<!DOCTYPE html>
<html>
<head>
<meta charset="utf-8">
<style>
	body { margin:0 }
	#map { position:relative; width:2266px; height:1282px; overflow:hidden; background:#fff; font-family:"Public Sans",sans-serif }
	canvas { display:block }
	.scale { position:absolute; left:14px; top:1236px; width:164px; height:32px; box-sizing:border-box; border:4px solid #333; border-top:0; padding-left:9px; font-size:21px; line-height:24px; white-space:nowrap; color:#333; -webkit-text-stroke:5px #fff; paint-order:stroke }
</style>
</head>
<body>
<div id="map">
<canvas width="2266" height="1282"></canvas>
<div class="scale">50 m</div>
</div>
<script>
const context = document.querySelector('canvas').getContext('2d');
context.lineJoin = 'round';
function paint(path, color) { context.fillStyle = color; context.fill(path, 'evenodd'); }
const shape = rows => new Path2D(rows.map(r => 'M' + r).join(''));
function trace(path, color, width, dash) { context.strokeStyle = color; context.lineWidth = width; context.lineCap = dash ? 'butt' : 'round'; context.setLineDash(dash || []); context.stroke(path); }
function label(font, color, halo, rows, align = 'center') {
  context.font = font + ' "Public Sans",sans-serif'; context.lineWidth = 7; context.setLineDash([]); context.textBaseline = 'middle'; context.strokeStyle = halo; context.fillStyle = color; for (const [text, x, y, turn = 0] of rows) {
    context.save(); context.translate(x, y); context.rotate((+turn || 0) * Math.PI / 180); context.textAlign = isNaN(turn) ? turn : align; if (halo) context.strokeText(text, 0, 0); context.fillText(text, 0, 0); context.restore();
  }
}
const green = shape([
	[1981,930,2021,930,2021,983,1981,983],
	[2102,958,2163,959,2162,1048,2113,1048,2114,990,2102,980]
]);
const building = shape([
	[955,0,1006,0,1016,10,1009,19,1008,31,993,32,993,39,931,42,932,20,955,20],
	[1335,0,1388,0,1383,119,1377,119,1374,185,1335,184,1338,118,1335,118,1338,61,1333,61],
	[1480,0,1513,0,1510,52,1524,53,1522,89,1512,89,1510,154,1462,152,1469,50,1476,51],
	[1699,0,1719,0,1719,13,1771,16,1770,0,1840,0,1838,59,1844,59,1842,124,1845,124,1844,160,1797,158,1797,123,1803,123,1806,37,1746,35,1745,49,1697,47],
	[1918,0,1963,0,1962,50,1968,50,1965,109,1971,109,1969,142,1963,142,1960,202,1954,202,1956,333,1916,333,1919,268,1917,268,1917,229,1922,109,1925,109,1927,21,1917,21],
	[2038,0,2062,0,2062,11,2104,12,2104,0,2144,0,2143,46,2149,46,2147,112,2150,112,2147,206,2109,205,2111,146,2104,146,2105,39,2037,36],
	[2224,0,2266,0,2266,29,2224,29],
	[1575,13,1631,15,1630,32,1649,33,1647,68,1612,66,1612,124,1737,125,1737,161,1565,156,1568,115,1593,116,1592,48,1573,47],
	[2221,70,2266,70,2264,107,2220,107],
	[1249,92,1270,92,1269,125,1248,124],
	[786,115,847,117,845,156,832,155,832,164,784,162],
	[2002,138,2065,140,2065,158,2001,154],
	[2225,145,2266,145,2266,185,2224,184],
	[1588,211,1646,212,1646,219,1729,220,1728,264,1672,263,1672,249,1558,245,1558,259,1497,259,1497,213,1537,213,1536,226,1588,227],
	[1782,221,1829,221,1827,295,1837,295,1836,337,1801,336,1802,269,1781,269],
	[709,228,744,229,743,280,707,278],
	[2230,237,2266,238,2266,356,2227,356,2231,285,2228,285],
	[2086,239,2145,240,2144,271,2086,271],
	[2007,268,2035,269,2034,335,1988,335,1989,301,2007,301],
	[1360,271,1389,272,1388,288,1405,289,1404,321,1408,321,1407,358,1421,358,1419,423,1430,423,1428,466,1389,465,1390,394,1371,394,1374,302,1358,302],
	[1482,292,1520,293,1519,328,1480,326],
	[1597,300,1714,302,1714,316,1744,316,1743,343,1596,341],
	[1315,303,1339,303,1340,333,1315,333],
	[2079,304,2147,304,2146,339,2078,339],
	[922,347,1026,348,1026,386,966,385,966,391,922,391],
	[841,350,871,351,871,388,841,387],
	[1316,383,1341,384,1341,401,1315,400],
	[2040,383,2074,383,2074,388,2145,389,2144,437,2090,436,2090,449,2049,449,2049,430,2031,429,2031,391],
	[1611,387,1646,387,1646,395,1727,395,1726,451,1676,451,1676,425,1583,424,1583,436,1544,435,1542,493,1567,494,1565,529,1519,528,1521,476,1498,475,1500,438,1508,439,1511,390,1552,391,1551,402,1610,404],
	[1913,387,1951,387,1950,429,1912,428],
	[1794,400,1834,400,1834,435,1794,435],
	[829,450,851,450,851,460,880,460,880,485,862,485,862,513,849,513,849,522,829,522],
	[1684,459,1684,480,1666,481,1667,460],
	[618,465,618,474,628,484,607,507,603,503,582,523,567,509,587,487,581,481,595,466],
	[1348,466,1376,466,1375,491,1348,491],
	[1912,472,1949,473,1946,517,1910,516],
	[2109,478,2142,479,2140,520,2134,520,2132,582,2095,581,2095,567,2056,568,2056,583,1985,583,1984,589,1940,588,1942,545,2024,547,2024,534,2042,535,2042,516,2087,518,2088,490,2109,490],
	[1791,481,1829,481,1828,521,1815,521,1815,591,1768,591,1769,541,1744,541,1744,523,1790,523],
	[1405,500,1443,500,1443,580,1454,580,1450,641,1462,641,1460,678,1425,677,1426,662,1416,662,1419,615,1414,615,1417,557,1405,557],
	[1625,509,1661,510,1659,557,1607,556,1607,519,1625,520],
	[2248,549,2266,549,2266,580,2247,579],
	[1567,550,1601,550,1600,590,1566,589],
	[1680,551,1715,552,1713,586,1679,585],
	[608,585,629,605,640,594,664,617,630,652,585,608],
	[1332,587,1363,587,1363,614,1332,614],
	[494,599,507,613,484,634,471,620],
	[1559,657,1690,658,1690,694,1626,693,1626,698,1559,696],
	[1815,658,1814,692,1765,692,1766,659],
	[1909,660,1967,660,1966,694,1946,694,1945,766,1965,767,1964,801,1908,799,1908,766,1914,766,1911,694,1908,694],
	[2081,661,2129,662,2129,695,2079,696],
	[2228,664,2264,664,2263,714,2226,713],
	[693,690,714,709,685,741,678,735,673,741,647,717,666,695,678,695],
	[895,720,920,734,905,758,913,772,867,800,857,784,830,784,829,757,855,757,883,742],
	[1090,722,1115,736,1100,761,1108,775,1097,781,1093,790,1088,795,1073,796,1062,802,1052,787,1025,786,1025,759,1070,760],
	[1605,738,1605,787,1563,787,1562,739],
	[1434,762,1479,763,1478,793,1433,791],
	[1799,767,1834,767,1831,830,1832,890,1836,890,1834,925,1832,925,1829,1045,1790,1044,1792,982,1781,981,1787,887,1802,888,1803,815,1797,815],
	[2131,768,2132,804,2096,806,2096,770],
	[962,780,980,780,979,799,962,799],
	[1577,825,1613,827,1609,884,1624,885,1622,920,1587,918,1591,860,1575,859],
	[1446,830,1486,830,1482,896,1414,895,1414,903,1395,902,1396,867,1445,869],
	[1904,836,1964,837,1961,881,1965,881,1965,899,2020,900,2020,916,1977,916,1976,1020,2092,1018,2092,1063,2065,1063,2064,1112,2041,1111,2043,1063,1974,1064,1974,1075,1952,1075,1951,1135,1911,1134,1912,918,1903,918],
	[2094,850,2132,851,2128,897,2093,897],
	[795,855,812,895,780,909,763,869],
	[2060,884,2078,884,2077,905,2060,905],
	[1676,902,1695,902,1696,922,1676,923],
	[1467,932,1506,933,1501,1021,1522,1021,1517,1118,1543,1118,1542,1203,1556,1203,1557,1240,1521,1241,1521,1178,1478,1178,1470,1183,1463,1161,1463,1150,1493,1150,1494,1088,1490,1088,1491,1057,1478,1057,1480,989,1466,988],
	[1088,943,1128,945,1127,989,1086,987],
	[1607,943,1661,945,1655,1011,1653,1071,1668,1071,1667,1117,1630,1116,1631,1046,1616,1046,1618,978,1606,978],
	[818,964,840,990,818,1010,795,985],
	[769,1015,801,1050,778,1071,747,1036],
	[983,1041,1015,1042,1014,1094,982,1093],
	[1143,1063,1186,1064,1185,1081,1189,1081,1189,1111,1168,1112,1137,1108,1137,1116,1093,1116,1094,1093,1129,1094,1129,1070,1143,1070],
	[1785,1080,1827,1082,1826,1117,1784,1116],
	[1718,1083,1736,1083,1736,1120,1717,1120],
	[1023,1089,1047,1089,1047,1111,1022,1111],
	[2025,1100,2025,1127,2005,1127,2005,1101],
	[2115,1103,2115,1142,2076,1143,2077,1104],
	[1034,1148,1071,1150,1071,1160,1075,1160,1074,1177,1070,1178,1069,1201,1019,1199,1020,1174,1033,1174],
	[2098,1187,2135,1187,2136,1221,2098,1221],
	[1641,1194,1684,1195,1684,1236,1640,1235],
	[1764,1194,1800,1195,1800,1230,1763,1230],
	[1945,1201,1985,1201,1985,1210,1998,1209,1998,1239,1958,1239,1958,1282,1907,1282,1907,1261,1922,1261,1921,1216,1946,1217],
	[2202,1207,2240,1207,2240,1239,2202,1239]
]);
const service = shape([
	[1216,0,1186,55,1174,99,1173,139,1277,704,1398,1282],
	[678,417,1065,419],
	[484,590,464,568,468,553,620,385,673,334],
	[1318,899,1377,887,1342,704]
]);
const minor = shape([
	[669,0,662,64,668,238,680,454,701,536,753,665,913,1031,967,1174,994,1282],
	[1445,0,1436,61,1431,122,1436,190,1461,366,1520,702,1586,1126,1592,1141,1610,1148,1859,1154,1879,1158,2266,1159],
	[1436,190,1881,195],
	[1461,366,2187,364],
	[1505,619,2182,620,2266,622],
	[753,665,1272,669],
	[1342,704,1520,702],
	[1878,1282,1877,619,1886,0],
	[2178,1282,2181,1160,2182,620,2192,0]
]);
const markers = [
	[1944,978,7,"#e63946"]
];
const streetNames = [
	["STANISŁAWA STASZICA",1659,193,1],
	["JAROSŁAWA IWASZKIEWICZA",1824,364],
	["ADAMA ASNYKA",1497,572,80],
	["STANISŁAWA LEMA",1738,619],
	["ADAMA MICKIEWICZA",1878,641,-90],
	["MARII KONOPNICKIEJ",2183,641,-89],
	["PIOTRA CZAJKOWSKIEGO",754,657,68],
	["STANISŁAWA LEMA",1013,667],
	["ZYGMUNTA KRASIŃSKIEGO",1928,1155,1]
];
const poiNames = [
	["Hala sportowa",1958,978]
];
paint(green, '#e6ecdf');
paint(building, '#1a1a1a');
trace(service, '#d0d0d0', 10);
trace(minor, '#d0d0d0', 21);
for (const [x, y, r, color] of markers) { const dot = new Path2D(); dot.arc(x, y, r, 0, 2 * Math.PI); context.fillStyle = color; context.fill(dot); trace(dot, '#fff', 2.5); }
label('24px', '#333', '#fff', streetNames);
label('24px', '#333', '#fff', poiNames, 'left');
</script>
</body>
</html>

------------------------------------------------------------------------

Start with the line above that contains "context.lineJoin = 'round';" and end with the line that contains "const shape = rows". Write out those lines exactly, and only those.

context.lineJoin = 'round';
function paint(path, color) { context.fillStyle = color; context.fill(path, 'evenodd'); }
const shape = rows => new Path2D(rows.map(r => 'M' + r).join(''));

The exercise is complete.